Estudo de campo + nouvelle vague = educação sentimental.
(mas educação não garante mais mobilidade social ou amorosa. Alguns tapas na angústia, a fé no diagnóstico.)

***
Godard - Masculino, feminino (1966)

Nós muitas vezes vamos ao cinema. Tiritávamos enquanto a tela se iluminava. Muitas vezes, Madeleine e eu ficávamos decepcionados. Nós éramos decepcionados freqüentemente. As imagens cintilavam. Marilyn parecia terrivelmente velha. Não era o filme que tínhamos sonhado, o filme total que todos carregamos dentro, o filme que queríamos fazer... e quisemos secretamente viver.

***

Caminho sobre um grande divã. Faz cachorrão, por favor, faz o cachorrão... Cheiros, olores, mamilos. Eu, sentada no seu colo. Um homem ria ao mesmo tempo que eu no cinema.

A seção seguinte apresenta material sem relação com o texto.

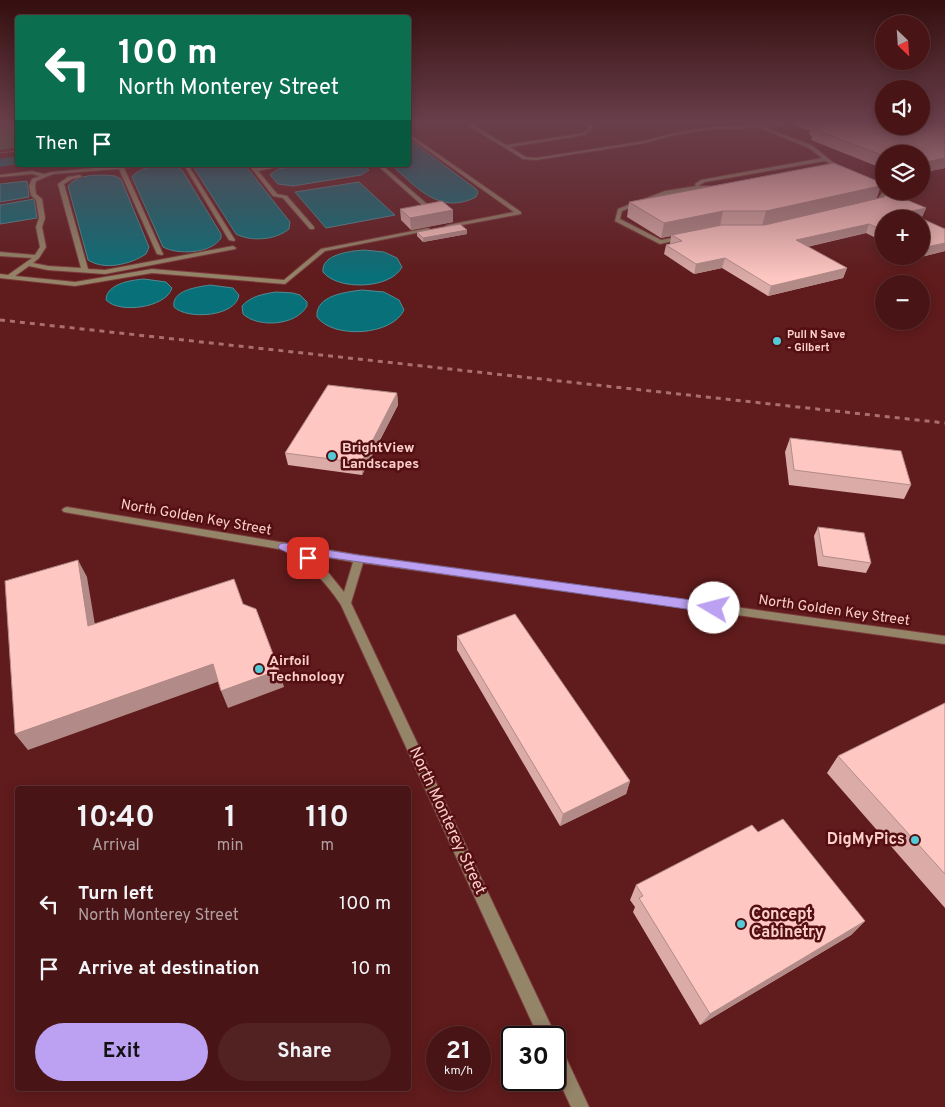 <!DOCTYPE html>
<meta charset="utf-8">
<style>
body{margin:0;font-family:Overpass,sans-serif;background:#522122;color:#f1f3f6;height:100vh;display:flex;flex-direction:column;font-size:19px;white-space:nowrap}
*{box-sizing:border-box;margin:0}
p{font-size:16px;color:#b19ea0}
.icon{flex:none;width:28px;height:28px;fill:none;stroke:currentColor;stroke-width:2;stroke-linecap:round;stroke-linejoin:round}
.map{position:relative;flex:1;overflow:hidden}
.sheet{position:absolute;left:15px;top:786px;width:396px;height:305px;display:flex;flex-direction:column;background:#481415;border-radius:5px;box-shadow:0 2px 12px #0003,0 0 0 1px #603334}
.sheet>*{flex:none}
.banner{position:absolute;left:15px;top:15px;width:396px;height:152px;border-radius:5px;box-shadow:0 2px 12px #0003,0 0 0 1px #603334;background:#0b6e4f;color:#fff;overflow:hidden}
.needle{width:32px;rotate:155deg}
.tools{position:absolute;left:875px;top:15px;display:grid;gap:10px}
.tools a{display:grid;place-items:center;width:55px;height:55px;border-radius:50%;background:#481415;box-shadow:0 2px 12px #0003,0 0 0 1px #603334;font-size:25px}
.speed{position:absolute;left:426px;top:1026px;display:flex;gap:10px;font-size:25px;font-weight:700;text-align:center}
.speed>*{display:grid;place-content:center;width:65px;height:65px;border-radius:50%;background:#481415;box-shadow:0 2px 12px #0003,0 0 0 1px #603334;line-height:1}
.speed small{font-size:12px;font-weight:400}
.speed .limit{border:2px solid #111;border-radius:8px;background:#fff;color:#111}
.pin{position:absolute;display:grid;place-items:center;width:42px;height:42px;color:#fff;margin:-21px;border-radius:10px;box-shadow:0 2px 8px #0006}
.me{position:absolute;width:55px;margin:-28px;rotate:278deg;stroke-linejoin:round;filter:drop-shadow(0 0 4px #0008)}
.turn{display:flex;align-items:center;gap:18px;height:105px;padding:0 20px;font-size:22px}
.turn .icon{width:65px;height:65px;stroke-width:2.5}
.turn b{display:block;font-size:35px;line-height:42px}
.then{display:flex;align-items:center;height:48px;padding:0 20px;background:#0003;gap:10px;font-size:19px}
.eta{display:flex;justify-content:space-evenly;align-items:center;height:85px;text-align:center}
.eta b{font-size:30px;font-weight:700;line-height:35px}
.button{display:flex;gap:10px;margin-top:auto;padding:10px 20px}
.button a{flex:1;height:58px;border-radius:30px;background:#bca0f2;color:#111;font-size:20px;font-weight:700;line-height:58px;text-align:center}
.button a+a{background:#522122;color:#f1f3f6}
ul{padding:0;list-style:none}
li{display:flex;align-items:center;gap:15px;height:65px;padding:0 20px}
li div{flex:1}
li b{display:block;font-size:19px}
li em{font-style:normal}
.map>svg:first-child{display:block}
.green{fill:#446a44}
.water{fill:#077079;stroke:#508c92}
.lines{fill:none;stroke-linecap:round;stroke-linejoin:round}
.canal{fill:#077079;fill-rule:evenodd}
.service-casing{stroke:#7c3b3c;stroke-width:2}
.minor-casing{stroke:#7c3b3c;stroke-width:2}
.path{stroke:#ac7472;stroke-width:1;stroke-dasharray:2 1;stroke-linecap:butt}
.service{fill:#948568;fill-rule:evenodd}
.minor{fill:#948568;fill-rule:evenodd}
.rail{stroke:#a86f6d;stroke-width:3;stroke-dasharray:5 5;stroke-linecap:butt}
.wall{fill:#daaba7}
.shaded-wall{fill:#b28b88}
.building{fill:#fec7c2;stroke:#b28b88}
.route{fill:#bca0f2;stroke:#7a689d}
.poi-dot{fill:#52cbd7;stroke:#540f12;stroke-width:2}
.labels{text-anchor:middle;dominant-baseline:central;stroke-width:5;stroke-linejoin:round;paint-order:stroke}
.far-poi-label{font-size:11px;font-weight:bold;fill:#fbcfcb;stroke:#540f12;text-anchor:start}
.poi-label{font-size:14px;font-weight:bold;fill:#fbcfcb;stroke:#540f12;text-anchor:start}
.street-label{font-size:14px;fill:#fbcfcb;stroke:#540f12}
.near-street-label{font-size:16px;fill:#fbcfcb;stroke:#540f12}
.near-poi-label{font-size:16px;font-weight:bold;fill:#fbcfcb;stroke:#540f12;text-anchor:end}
</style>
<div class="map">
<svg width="945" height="1107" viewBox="0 0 945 1107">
<rect width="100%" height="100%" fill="#601b1c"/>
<path class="green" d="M0 123H17V147L0 150Z"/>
<g class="water">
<path d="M409 139 476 189 478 192 476 197C439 216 416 186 391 165H409Z"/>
<path d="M195 165H245L290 222 289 229C276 240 251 242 236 234L194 168Z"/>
<path d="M308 165H364L369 170 361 175 293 186 278 184 270 175 278 169Z"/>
<path d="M164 166 177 167 182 170 221 234V238C211 254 178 255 163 247L132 177C139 167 153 167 164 166Z"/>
<path d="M103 175 115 176 121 179 149 247 146 254C131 264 105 271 88 260L87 256 68 186C76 176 91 175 103 175Z"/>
<path d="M27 181 29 197 0 202V184Z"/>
<path d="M359 182 395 215 326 228 295 192Z"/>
<path d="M34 199 37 218 0 224V205Z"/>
<path d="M364 250 384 252 397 258 402 267C391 289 338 291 323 272 321 254 351 251 364 250Z"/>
<path d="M144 279 166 282 172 288C166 308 119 314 106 300 106 284 131 280 144 279Z"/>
<path d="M210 285 233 288 239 295C236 317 187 320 174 307 171 290 198 287 210 285Z"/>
<path d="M362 290 384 292 399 300 404 310C392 336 333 339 317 317 315 295 347 292 362 290Z"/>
<path d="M276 292 293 293 300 295 307 302V306C296 326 258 328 243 314L242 306C251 296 263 294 276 292Z"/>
</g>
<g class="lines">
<path class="canal" d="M18 156V164L0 167V159Z"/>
<defs>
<g id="service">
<path d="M471 123H475L474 125 506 145 584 133 589 127 583 123H588L594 127 585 135 510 147 526 157 536 158 645 141 670 134 711 127 758 125 813 146 835 164 844 169 840 170 825 161 705 182 698 186H717L720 188 717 190C680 189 655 196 622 211L620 219 661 240 683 236 686 238 660 244 615 221 618 209 665 191 696 186 695 184 701 180 822 158 809 148 760 128 711 129 670 136 645 143 536 160 523 159 469 126Z"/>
<path d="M409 134 521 212V214L446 228V226L448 225 514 212 409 137Z"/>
<path d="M128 165H147L124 168 163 254 162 255 157 254 119 169 53 174 36 181 35 186 36 194 42 199 45 218 42 227 46 247 39 258 33 263 48 266 81 268 58 184 68 177 80 175 82 177 72 179 64 184 88 269 105 270 233 246 236 248 235 249 105 274 48 270 29 266 15 276 75 282 152 269 284 280 321 249 428 228 431 230 325 251 285 284 152 273 75 286 0 278V274L8 275 32 258 0 256V252L35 255 40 247 36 227 39 218 36 200 31 195 29 186 32 179 40 176 32 174 0 177V175L32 171 44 174 52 172Z"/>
<path d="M184 165H188L235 240 234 241 229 240Z"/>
<path d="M249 165H254L256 168 287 165 258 171 277 194 287 196 314 227V229H310L283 198 273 196Z"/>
<path d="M377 165H382L427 204V206H423Z"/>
<path d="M884 190 888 191 880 204 869 206V204L876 202Z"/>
</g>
<g id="minor">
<path d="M783 123H793L763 128 761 127Z"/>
<path d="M67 507 359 555 945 636V644L363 563 351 603 554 1032 556 1038 555 1041V1038H539L341 605C327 584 312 567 290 554V551L64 512 62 510 64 508ZM304 553 353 562 344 592 327 571Z"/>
<path d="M555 1045 561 1047 589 1107H571L555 1072Z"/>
</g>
</defs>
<use href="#service" class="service-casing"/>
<use href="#minor" class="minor-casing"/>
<path class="path" d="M0 153 18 151"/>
<use href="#service" class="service"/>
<use href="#minor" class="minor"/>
<path class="rail" d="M0 320 945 423"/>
</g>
<g class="wall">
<path d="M794 123H945V168L921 173V154H884V169L811 140 812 136 809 134 810 131 794 124Z"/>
<path d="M834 163 882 183 876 199 884 197 888 192 926 208 922 217 919 218 945 229V251L917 258 914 256H921V219H884V242L866 233 807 247 847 268 843 278 768 296 722 268 694 274 664 254 666 245 670 244 671 236 661 238 627 217 629 202Z"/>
<path d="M400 209 453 210V222L411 230 401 220Z"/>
<path d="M417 232 467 234 423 242 417 236Z"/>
<path d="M397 393 398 405 362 475 288 465 285 453Z"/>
<path d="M790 438 911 485 904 499 789 485 785 452Z"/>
<path d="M818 527 871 563 866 573 818 566 814 536Z"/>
<path d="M457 636 630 781 626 794 560 826 457 650Z"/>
<path d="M945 703V908L827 773 838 756Z"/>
<path d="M758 832 865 921 851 935 700 1025 633 912 635 907 630 900 636 885Z"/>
</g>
<g class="shaded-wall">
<path d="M945 158V168L921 173V163Z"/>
<path d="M882 183 877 197 875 200 762 226 766 211Z"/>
<path d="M926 208 922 217 914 219 907 212Z"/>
<path d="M453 210V222L411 230 410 218Z"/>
<path d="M723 211 720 226 672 235 671 236 661 238 664 223Z"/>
<path d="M869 224 866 233 793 250 796 240Z"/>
<path d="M467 230V234L423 242V238Z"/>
<path d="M945 243V251L917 258 918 256H921V248Z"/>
<path d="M725 258 722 268 694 274 696 264Z"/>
<path d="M847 268 843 278 768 296 771 286Z"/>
<path d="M397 393 398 405 362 475 361 463Z"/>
<path d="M78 560 87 577 98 643 88 626Z"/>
<path d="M213 664 220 681 28 750 15 734Z"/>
<path d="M279 670 284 687 228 708 221 691Z"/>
<path d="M630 781 626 794 560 826 563 814Z"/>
<path d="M865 921 851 935 700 1025 710 1014Z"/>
</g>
<g class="building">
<path d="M819 123H884V126H921V123H945V158L921 163V154H884V156L814 129 822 128 812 124Z"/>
<path d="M834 163 882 183 880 186 766 211H723L664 223 629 202Z"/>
<path d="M888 192 926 208 907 212 945 229V243L921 248V219H884V231L869 224 796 240 847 268 771 286 725 258 696 264 666 245 682 241 672 235 722 225H765L884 197Z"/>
<path d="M442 201 453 210 410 218 400 209Z"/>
<path d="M460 224 467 230 423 238 417 232Z"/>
<path d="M328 385 397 393 361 463 285 453Z"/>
<path d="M790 438 901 451 911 485 794 470Z"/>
<path d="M818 527 864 533 871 563 823 556Z"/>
<path d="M78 560 88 626 234 579 243 604 256 609 279 670 221 691 213 664 15 734 5 581Z"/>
<path d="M515 614 630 781 563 814 457 636Z"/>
<path d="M945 703V874L838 756Z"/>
<path d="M783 819 865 921 710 1014 639 898 643 896 636 885 752 825 758 832Z"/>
</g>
<linearGradient id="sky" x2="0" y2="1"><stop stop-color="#350f0f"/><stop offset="0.44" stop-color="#693f4b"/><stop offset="1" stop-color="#693f4b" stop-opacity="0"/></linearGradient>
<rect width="945" height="278" fill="url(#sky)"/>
<path class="route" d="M284 543 358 555 714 603 718 605 720 608 718 611 714 613 311 555 313 558 308 563 280 549 278 547 280 544Z"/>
<g class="poi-dot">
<circle cx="777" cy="341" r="5"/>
<circle cx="332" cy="456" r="5"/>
<circle cx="259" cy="669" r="5"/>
<circle cx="915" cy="840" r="5"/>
<circle cx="741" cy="924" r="5"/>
</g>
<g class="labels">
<g class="far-poi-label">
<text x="787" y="335">Pull N Save<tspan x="787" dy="13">- Gilbert</tspan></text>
</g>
<g class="poi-label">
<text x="342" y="448">BrightView<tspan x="342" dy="16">Landscapes</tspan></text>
<text x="269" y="661">Airfoil<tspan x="269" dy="16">Technology</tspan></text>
</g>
<g class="street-label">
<text transform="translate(196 518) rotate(10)">North Golden Key Street</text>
<text transform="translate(834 611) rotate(8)">North Golden Key Street</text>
</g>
<g class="near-street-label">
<text transform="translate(447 821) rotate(65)">North Monterey Street</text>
</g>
<g class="near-poi-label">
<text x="905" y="840">DigMyPics</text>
<text x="751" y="915" text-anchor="start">Concept<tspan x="751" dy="18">Cabinetry</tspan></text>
</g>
</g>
</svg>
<div class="tools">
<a><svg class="needle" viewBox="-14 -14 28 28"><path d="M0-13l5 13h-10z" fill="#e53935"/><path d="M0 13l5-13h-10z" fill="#b19ea0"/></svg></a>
<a><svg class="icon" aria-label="sound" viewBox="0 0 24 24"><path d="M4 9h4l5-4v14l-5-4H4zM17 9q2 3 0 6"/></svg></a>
<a><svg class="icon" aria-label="layers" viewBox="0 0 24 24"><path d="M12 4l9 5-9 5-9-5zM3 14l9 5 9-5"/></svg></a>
<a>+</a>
<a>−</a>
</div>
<div class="speed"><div>21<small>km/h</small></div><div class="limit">30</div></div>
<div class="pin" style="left:308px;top:558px;background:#d93025"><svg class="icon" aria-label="arrive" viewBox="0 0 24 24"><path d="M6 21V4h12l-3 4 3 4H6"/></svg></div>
<svg class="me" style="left:714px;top:608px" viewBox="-20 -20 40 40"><circle r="19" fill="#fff"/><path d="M0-13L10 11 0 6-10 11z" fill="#bca0f2"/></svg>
<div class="banner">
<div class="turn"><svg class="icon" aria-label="left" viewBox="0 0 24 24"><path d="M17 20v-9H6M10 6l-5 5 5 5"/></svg><div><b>100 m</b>North Monterey Street</div></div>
<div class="then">Then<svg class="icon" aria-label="arrive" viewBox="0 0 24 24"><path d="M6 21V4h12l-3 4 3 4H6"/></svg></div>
</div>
<section class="sheet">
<div class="eta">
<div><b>10:40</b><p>Arrival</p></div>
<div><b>1</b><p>min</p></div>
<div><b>110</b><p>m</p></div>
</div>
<ul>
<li><svg class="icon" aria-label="left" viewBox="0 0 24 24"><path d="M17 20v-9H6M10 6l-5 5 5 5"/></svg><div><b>Turn left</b><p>North Monterey Street</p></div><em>100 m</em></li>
<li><svg class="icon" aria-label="arrive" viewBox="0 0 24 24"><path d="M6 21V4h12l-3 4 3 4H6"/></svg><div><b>Arrive at destination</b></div><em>10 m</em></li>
</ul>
<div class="button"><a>Exit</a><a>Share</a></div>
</section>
</div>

Nós riríamos, pai. É a minha busca.

***

Transacional não quer dizer, necessariamente, superficial.

***

Eu pedi a nossa sobremesa: torta de maçã com sorvete de creme. Eu sempre me irrito quando não te encontro. E isso me faz pensar que eu ainda casaria com você.
Corta
E também lembrei, dessa vez de você, mocinho: no supermercado, tocou "Here, There and Everywhere". Um dia deixa eu ir escutar Beatles, ao sol, no seu quintal?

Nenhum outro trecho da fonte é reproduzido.